Page 115 - Data Science Algorithms in a Week
P. 115
Clustering into K Clusters
This is because 40k and 135k are furthest away from each other, and we require to have two
clusters, so they have to be in the different clusters. 55K is closer to 40k than to 135k, so 40k
and 55k will be in the same cluster. Similarly, 130k and 135k will be in the same cluster. 70K
is closer to 40k and 55k than to 130k and 135k, so 70k should be in the cluster with 40k and
55k. 115K is closer to 130k and 135k than to the first cluster with 40k, 55k and 70k, so it will
be in the second cluster. Finally, 100k is closer to the second cluster with 115k, 130k and
135k, so it will be there. Therefore the first cluster will contain 40k, 55k and 70k households.

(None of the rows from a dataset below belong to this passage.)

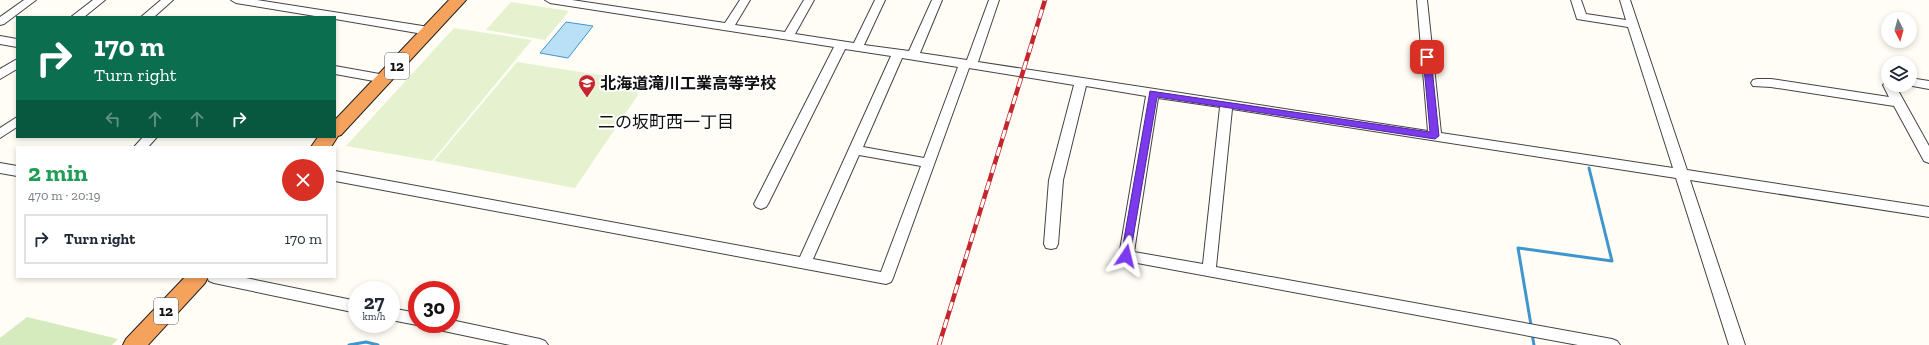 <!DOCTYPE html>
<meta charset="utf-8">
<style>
:root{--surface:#fff;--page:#f6f6f7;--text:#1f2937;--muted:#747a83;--line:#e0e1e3}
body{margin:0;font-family:"Zilla Slab","Noto Sans JP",serif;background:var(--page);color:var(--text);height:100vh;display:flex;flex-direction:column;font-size:15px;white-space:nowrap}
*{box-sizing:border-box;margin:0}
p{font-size:13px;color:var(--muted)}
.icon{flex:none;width:22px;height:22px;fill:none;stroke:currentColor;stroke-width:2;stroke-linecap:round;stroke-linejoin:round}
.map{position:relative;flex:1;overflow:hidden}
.panel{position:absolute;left:16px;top:146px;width:320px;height:132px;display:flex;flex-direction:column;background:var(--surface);border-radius:0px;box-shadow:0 2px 6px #0003}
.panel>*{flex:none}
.banner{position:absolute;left:16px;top:16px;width:320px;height:122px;border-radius:0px;box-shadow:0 2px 6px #0003;background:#0b6e4f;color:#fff;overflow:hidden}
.needle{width:26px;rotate:174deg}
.tools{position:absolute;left:1881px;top:12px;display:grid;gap:8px}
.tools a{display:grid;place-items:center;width:36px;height:36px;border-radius:50%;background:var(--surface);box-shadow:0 2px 6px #0003;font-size:20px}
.speed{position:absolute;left:348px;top:281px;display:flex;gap:8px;font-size:20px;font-weight:700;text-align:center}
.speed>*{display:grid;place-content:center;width:52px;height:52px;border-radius:50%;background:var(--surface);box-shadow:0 2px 6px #0003;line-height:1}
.speed small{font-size:10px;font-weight:400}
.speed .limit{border:6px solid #d22;background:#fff;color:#111}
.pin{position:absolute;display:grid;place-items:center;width:34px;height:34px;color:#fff;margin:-17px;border-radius:8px;box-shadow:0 2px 6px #0006}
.me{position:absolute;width:44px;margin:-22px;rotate:10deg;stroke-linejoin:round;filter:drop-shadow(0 0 3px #0008)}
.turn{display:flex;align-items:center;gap:14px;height:84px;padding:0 12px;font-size:18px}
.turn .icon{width:52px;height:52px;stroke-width:2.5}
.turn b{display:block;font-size:28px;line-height:34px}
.lanes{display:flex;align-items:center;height:38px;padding:0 12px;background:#0003;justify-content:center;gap:20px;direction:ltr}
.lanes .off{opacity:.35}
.round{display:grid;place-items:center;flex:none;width:42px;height:42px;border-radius:21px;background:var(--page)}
.summary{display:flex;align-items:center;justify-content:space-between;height:68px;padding:0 12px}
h1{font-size:24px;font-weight:700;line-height:30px;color:#1e9e55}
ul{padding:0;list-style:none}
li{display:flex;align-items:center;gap:12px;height:50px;margin:0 8px 6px;padding:0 4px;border:2px solid var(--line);border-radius:0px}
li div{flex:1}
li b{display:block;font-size:15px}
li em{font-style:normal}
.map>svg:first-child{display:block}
.green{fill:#d5ebbd}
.pitch{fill:#e6f2cf}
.water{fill:#b9e0f7;stroke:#3f96cf}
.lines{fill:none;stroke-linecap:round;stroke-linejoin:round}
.stream{stroke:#3f96cf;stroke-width:3}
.minor-casing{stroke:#444;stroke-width:2}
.highway-casing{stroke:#222;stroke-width:2}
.minor{fill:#fff;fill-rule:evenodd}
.highway{fill:#f5a25d;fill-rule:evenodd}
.rail-casing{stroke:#c4262e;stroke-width:4.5}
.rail{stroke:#fff;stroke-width:3;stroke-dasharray:9;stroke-linecap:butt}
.route{fill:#7c3aed;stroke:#51269a}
.labels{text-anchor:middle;stroke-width:4;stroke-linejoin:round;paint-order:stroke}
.shield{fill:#fff;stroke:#585858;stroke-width:1}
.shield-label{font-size:15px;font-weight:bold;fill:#111}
.poi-label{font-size:16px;font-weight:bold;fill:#111;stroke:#fff;text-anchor:start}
.neighbourhood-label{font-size:17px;fill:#111;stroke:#fff}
</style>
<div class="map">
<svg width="1929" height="345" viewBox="0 0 1929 345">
<rect width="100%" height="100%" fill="#fffdf5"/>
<path class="green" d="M27,317L118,339L112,345H0V338Z"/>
<path class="pitch" d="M511,2L569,11L545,40L486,30Z
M454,28L532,40L432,161L346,146Z
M517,62L631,80L638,95L575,188L434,161Z"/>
<path class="water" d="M566,22L593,26L568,58L540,53Z"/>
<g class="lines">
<path class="stream" d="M1531,325L1518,248L1612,261L1589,168
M1532,334L1534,345
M349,345L366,342L378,345"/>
<g class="minor-casing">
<path id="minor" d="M24,0H36L4,24L0,25V17Z
M93,0H105L84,17H71Z
M161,0H173L154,17H141Z
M231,0H257L429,27L435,31L429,35L335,19V17H321L236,3Z
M545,0H572L725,23L740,0H750L735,25L785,32L804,0H814L795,34L854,43L875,0H885L864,45L909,51L932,0H942L920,53L967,60L989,0H999L978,62L1428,131L1417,0H1427L1441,133L1673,168L1628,27L1577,19L1571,0H1581L1586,14L1626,20L1620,0H1630L1687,170L1929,207V217L1690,180L1745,345H1729L1676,178L1232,109L1216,267L1612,339L1617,341L1620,345H1578L1121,260L1119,256L1146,96L1086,86L1063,180L1058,244L1056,248L1051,249L1046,248L1044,244L1049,180L1074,85L969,68L893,278L891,282L886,284L335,181V171L800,257L891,56L845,49L768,204L766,207L761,209L756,207L754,204L834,47L550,3ZM902,58L958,67L924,158L863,147ZM1158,98L1220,107L1203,264L1134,252ZM859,155L921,166L881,272L813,259Z
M0,36L17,39V47L0,44Z
M17,59V69L0,79V69Z
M335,66L385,75L389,76L391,79L389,82L385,83L335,74Z
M1910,78L1929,81V89L1907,85H1910Z
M1757,79H1771L1889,97L1883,85L1888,81V85H1895L1929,146V163L1924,161L1894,106L1771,87L1753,86L1751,83L1753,80Z
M17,117V127L0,138V128Z
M143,137H157L148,147H134Z
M0,163L17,166V176L0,173Z
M207,277H241L357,301V313L214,283L209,281Z
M391,308L417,313V324H420L417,325L391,320Z
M451,320L540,339L545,341L548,345H510L439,330L434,328L432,324H451Z"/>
</g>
<g class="highway-casing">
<path id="highway" d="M449,0H466L341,135L338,136L331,147H311L318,137H335V120Z
M185,277H208L205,283L148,345H123L126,339Z"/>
</g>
<use href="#minor" class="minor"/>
<use href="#highway" class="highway"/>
<g class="rail-casing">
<path id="rail" d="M939,345L1045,0"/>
</g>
<use href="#rail" class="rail"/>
</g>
<path class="route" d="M1427,54L1431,57L1439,136L1435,139L1157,97L1130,256L1126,260L1122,259L1121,256L1150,91L1430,132L1423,57Z"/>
<defs>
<g id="school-pin" transform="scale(0.9)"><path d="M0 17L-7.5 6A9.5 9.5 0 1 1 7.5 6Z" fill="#c4262e" stroke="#fff"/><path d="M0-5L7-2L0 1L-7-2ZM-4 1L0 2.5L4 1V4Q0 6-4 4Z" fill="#fff"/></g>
</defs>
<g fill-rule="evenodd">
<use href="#school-pin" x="587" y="83"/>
</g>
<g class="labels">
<g class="shield">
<rect x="385" y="53" width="24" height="26" rx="3"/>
<rect x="154" y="298" width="24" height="26" rx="3"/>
</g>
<g class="shield-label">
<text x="397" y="71">12</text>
<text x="166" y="316">12</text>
</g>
<g class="poi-label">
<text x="600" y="89">北海道滝川工業高等学校</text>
</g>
<g class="neighbourhood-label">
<text x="666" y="128">二の坂町西一丁目</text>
</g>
</g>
</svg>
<div class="tools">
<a><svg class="needle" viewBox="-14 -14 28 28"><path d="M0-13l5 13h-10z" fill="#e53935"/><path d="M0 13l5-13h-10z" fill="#747a83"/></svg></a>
<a><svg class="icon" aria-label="layers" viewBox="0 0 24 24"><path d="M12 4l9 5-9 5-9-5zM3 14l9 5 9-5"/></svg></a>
</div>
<div class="speed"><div>27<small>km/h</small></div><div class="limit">30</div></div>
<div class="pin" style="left:1427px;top:57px;background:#d93025"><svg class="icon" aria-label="arrive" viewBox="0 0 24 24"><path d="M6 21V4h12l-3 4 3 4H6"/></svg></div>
<svg class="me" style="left:1126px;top:256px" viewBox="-20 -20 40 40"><path d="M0-17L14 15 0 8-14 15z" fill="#7c3aed" stroke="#fff" stroke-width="4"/></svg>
<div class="banner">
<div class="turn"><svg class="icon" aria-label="right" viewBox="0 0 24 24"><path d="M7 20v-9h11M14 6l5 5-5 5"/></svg><div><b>170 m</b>Turn right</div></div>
<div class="lanes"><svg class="icon off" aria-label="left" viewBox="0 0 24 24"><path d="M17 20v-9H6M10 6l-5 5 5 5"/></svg><svg class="icon off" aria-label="ahead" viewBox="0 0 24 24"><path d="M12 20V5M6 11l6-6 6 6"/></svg><svg class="icon off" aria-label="ahead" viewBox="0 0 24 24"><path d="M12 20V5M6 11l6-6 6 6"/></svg><svg class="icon" aria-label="right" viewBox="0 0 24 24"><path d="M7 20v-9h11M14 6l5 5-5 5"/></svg></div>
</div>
<section class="panel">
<div class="summary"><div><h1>2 min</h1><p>470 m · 20:19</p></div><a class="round" style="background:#d93025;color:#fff"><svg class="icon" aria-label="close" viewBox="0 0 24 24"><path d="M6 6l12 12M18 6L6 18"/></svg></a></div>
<ul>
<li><svg class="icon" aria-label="right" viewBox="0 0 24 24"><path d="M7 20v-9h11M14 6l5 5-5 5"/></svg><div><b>Turn right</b></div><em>170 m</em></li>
</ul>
</section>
</div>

The second cluster will contain 100k, 115k, 130k and 135k households.
Clustering groups features with similar properties and assigning a cluster to a feature is a
form of classification. It is up to a data scientist to interpret the result of the clustering and
what classification it induces. Here the cluster with the households with the annual incomes
40k, 55k, 70k USD represents a class of households with a low income. The second cluster
with the households with the annual incomes 100k, 115k, 130k and 135k represents a class
of households with a high income.
We clustered the households into the two clusters in an informal way based on the intuition
and the common sense. There are clustering algorithms that cluster the data according to
the precise rules. The algorithms include fuzzy c-means clustering algorithm, hierarchical
clustering algorithm, Gaussian(EM) clustering algorithm, Quality Threshold clustering
algorithm and k-means clustering algorithm which is the focus of this chapter.
K-means clustering algorithm
The k-means clustering algorithm classifies given points into k groups in such a way that a
distance between the members of the same group is minimized.
The k-means clustering algorithm determines the initial k-centroids (points to be in a cluster
center) – one for each cluster. Then each feature is classified into the cluster whose centroid
is closest to that feature. After classifying all the features, we have formed initial k clusters.
For each cluster we recompute the centroid to be the average of the points in that cluster.
After we have moved the centroids, we recompute the classes again. Features may change
the classes. Then we will have to recompute the centroids again. If the centroids do not
move anymore, then the k-means clustering algorithm terminates.
[ 103 ]